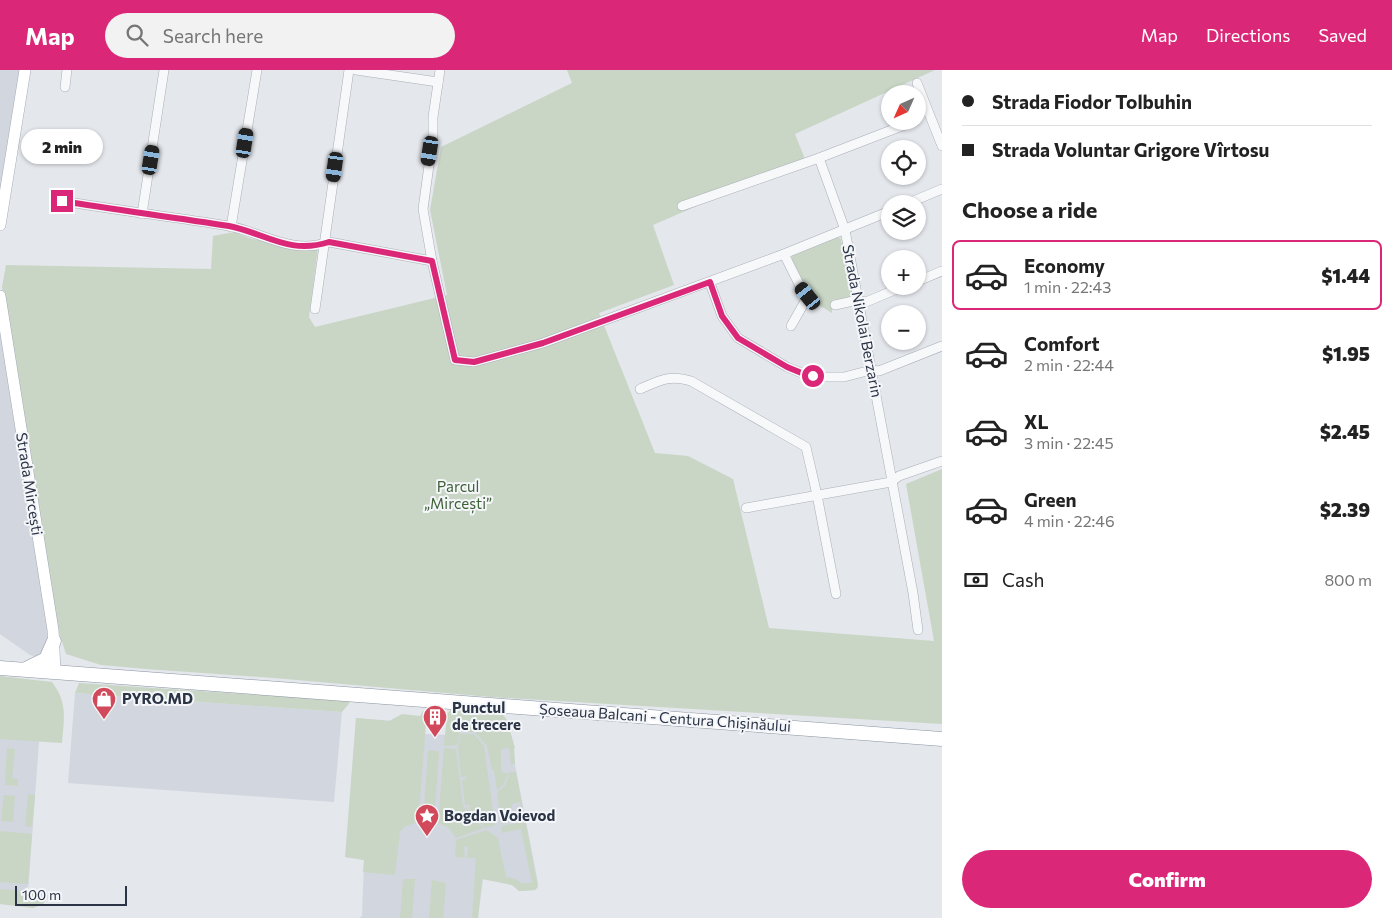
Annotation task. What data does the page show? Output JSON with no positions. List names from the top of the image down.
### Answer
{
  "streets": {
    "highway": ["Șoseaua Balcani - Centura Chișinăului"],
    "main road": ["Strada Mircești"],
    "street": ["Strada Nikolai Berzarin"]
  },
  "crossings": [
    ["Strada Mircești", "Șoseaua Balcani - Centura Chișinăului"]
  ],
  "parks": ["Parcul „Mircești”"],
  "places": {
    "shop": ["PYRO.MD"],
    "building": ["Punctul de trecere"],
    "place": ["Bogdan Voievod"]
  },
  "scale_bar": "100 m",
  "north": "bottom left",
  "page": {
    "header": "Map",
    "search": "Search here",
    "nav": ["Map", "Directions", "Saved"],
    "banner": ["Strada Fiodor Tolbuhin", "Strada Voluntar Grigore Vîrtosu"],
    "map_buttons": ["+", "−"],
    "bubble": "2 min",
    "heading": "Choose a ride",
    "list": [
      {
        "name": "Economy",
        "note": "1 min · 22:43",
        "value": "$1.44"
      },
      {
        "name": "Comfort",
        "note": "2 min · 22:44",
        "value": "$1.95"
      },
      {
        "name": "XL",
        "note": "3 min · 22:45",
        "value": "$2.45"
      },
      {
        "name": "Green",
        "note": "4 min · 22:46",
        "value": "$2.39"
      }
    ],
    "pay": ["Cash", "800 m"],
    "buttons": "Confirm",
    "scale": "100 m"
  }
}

* * *

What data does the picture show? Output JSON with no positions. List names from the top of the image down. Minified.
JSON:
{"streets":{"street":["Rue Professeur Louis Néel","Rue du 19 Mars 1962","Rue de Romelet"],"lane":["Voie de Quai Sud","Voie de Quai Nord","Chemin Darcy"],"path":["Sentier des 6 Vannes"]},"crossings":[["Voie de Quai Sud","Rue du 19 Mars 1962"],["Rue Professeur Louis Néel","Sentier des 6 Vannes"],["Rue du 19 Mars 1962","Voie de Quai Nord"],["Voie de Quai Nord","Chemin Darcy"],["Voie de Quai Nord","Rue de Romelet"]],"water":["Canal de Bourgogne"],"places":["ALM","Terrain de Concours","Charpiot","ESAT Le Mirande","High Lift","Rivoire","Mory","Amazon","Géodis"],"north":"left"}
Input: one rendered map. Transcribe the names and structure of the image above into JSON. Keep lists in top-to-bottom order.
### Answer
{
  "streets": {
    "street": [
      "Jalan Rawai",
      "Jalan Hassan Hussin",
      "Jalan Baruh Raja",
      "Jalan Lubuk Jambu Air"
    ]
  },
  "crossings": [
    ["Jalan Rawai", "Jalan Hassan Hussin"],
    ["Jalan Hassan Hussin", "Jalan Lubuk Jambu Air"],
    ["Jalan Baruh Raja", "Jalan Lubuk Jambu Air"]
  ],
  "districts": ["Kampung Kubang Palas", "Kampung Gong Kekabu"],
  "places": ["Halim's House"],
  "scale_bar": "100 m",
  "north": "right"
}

**Assignment:**
For every line of the records that has the word "from" in it, make a copy.

**Task response:**
Annotation task. What data does the page show? Output JSON with no positions. List names from the top of the image down.
What data does the picture show? Output JSON with no positions. List names from the top of the image down. Minified.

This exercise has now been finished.